Privatizations, the government’s plan
It is essential to continue with privatizations to obtain financial resources. The economic situation is difficult, with high public debt and few resources available. The Meloni government, busy preparing the new Budget Law for 2025, and pressed by the September 20 deadline, the date by which it must present the Medium-Term Budget Structural Plan to the European Commission – the plan for recovering from the excessive deficit envisaged by the new Stability and Growth Pact – is evaluating every possible strategy to raise billions of euros. It is written Online Finance.
Among the strategies, the already announced one is the privatizations, i.e. the sale of additional state shares in some state-owned companiesThe names are the well-known ones: Mps, Eni, Poste Italiane, State Railways. According to the newspaper The Messengerthe Meloni government now intends to accelerate the process, aiming to raise between 5 and 6 billion euros from privatisations in 2025.
Another goal is to maintain state control over the companies involved. So far, the government has collected €3 billion from the sale of stakes in MPS and Eni. In the case of MPS, still controlled by the Treasury as the main shareholder, the Ministry of Economy and Finance sold an initial 25% stake at the end of last year, collecting around €920 million, through an accelerated book building (ABB), followed by a further sale of 12.5% at the beginning of this year, which brought another €650 million to the state coffers.
A third move by the Meloni government regarding MPS is still awaited, which has not yet materialized, writes Finanza On Line. In this regard, Equita SIM recalled that the State should reduce its stake in MPS, which fell from approximately 64% to 26.7% after the two divestments, below 20% by the end of 2024, as established in the agreements with Brussels.
SIM believes that there is the possibility of negotiating a postponement of the deadline, considering that, according to rumors reported by Il Messaggero, the Meloni government is making strategic evaluations. The aim is to prevent Monte dei Paschi di Siena (Mps) from being vulnerable to a takeover bid by a foreign investor and is considering the option of finding an industrial partner (in recent weeks there had been talk of Unipol as a possible new partner in the insurance sector).
It still remains to be understood whether the Meloni government really has the intention of completely abandoning the Siena institute. According to Equita, the real political will to completely exit the bank’s capital is still uncertain. For now, rumors indicate that MPS remains one of the assets on which the executive intends to act to give new impetus to the privatization process, with the possibility of selling a further share, perhaps by the end of the year.
In mid-May, Another step in the Meloni government’s privatization plan concerned Eni: 91,965,735 ordinary shares were sold of the energy giant led by CEO Claudio Descalzi, equal to approximately 2.8% of the share capital. This operation also took place through an ‘Accelerated Book Building – ABB’, reserved for qualified investors in Italy and foreign institutional investors, with proceeds of 1.4 billion euros.

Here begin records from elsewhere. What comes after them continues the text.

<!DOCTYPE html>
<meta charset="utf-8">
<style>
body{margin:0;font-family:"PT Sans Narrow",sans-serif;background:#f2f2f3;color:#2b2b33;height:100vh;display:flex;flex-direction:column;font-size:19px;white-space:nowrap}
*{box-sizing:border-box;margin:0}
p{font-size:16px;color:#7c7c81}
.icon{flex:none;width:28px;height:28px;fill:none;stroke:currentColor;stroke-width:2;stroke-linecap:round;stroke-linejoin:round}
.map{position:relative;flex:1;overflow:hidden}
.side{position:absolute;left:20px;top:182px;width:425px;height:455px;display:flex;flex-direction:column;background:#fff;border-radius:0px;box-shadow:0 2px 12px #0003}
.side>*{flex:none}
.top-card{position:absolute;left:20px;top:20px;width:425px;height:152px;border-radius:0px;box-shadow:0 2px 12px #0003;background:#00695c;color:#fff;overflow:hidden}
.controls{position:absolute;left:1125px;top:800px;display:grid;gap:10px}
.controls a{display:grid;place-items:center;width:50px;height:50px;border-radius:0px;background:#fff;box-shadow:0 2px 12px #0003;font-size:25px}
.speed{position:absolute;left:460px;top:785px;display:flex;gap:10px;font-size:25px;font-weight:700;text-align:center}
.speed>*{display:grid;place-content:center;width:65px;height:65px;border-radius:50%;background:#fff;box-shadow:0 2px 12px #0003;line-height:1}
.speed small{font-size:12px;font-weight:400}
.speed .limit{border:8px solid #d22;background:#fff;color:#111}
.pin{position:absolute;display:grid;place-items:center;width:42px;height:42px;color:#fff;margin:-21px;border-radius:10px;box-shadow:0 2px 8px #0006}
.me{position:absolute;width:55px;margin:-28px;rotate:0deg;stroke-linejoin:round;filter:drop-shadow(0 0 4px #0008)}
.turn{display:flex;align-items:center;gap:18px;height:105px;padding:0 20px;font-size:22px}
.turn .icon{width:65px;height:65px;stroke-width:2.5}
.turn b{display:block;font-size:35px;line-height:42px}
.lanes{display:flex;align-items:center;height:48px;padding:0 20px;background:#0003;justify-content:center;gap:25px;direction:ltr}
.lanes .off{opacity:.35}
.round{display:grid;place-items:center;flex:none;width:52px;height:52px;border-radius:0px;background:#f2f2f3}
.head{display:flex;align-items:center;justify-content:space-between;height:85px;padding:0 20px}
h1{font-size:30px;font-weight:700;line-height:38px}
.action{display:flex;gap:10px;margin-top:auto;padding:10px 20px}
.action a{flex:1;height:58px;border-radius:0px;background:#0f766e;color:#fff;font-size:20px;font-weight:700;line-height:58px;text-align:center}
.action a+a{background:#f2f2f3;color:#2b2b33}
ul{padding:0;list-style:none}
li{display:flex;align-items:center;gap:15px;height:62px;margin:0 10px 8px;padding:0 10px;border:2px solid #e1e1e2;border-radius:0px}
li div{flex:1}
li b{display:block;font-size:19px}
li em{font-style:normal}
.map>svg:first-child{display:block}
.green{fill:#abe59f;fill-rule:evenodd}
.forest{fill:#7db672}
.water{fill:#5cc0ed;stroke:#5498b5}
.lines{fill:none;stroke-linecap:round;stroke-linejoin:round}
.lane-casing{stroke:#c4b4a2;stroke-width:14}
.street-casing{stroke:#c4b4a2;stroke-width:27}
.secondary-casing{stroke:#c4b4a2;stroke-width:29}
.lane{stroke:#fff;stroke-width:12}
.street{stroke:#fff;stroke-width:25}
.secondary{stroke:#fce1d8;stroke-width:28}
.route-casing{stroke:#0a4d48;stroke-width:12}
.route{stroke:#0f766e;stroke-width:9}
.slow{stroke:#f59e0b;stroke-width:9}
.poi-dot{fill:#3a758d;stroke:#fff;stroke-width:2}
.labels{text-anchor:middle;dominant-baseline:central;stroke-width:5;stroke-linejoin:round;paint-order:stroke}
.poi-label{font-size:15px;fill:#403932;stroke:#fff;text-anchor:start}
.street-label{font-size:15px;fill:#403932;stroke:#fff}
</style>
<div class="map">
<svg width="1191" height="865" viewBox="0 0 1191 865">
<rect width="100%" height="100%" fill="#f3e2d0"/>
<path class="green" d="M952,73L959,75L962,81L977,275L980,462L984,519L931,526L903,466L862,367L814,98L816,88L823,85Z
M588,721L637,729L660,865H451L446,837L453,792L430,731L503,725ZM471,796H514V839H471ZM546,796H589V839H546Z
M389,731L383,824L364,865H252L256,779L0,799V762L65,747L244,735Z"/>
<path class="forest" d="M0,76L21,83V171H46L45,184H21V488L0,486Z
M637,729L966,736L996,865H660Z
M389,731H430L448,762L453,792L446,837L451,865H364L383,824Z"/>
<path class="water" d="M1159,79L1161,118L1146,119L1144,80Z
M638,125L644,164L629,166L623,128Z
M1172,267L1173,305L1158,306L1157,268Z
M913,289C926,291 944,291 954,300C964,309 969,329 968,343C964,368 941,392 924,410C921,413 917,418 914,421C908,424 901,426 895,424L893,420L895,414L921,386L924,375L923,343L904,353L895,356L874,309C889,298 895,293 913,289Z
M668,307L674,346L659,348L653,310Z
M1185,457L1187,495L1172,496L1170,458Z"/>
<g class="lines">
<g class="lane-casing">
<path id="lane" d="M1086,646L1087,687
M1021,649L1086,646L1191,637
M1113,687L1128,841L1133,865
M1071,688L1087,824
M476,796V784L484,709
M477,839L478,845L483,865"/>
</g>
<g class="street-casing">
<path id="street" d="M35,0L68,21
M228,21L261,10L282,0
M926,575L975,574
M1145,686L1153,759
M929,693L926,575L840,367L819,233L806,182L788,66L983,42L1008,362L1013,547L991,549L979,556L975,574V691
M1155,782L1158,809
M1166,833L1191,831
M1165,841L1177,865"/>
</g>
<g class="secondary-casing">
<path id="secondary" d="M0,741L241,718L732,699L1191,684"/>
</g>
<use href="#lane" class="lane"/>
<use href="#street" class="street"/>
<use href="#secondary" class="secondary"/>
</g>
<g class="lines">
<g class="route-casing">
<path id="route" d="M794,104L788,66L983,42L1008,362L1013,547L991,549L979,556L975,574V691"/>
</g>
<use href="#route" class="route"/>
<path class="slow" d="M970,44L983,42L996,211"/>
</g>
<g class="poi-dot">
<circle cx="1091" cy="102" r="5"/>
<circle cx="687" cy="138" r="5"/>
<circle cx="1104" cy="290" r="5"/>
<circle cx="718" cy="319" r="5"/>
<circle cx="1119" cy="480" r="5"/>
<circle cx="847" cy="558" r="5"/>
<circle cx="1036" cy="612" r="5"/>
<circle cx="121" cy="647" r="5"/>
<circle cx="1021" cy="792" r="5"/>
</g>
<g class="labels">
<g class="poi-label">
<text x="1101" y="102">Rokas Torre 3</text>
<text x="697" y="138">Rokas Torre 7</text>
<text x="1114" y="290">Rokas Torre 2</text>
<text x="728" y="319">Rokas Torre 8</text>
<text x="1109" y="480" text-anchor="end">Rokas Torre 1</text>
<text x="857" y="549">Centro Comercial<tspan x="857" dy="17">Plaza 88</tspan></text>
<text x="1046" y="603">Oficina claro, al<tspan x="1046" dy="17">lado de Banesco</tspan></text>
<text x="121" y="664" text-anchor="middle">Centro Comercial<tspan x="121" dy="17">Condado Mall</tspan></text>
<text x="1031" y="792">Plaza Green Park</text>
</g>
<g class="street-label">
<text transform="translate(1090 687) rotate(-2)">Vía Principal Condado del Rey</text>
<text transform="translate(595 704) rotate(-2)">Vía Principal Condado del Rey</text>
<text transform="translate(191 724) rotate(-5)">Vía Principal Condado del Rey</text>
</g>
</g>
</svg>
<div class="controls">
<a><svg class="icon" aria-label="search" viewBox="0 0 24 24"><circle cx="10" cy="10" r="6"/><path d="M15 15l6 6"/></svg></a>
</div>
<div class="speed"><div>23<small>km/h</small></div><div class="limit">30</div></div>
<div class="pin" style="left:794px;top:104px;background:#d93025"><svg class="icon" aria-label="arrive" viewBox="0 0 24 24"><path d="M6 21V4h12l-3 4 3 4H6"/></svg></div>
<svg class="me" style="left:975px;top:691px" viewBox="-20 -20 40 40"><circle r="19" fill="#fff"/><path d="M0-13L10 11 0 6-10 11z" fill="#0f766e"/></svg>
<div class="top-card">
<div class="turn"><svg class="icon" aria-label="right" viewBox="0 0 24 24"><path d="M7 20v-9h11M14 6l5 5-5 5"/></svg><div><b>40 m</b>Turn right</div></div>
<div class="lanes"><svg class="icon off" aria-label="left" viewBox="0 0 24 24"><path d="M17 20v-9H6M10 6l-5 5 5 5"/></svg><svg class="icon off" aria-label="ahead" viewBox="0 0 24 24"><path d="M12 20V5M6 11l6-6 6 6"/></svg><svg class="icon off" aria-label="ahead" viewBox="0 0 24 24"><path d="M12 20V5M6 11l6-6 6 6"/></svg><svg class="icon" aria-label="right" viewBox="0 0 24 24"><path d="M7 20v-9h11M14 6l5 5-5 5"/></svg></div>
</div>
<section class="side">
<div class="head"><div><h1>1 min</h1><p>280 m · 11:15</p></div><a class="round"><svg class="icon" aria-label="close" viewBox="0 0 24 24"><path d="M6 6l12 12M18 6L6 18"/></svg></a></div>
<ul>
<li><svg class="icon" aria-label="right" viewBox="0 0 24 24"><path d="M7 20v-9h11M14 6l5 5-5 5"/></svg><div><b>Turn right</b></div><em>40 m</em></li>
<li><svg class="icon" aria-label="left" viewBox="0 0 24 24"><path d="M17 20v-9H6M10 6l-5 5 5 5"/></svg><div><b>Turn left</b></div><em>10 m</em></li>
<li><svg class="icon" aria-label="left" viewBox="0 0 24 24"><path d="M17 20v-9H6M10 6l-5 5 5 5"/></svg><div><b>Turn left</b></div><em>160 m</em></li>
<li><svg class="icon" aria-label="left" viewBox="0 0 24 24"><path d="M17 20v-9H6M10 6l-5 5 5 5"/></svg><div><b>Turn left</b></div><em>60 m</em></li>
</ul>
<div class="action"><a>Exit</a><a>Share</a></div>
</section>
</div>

In total, between MPS and Eni, the State has collected 3 billion euros, as part of a three-year privatization plan that aims to collect 20 billion euros, with the objective of stemming the deterioration of public finances. The technicians are considering the possibility of replicating the airport model also with ports, opening the management of ports to private individuals and allowing the entry of investment funds, given that the port and logistics business has relatively stable costs and revenues.
It is not yet clear whether this opening to private individuals will concern each individual port or whether a super Port Authority could be created. In any case, in the new hub, the State would still maintain a majority or controlling share, since these are strategic infrastructures for the country.
Starting in 2025, other privatizations could be considered, involving Ferrovie dello Stato and Trenitalia. According to Equita, the intentions of the Meloni government would not stop here: Also under discussion is the creation of an ad hoc fund to which part of the enormous public real estate assets (estimated at 1.8 trillion euros) could be transferred, where, according to the Ministry of Economy and Finance, the value of the “transferable” properties would be around 300 billion euros.
As for Enav, the sale of 20% of the capital is being considered, from which the State could obtain 400 million euros. According to the newspaper, the group led by Matteo Del Fante remains “one of the most attractive on the market”, and already “since the beginning of the summer” there has been discussion about the possible move by the Treasury on Poste Italiane.
Equita SIM recalled that “the State owns a total of 64.3% of Poste, of which 29.3% is held by the MEF and 35% through CDP”. Regarding a possible initiative by the Meloni government on the group listed on the Ftse Mib of Piazza Affari, Equita SIM has underlined that “Poste Italiane represents a concrete option for the State to raise new resources”.
“Based on the agreements with the unions, the Government has committed to maintaining a share of at least 50% in Poste, even if the decree approved by the Council of Ministers in January (which was not formalized after the favorable opinion of the parliamentary commissions) would allow it to go down to 35%,” SIM recalls, quoting the newspaper’s indiscretions. The sale of 15% of Poste Italiane could bring the State approximately 2.4 billion euros at current prices,” Equita added.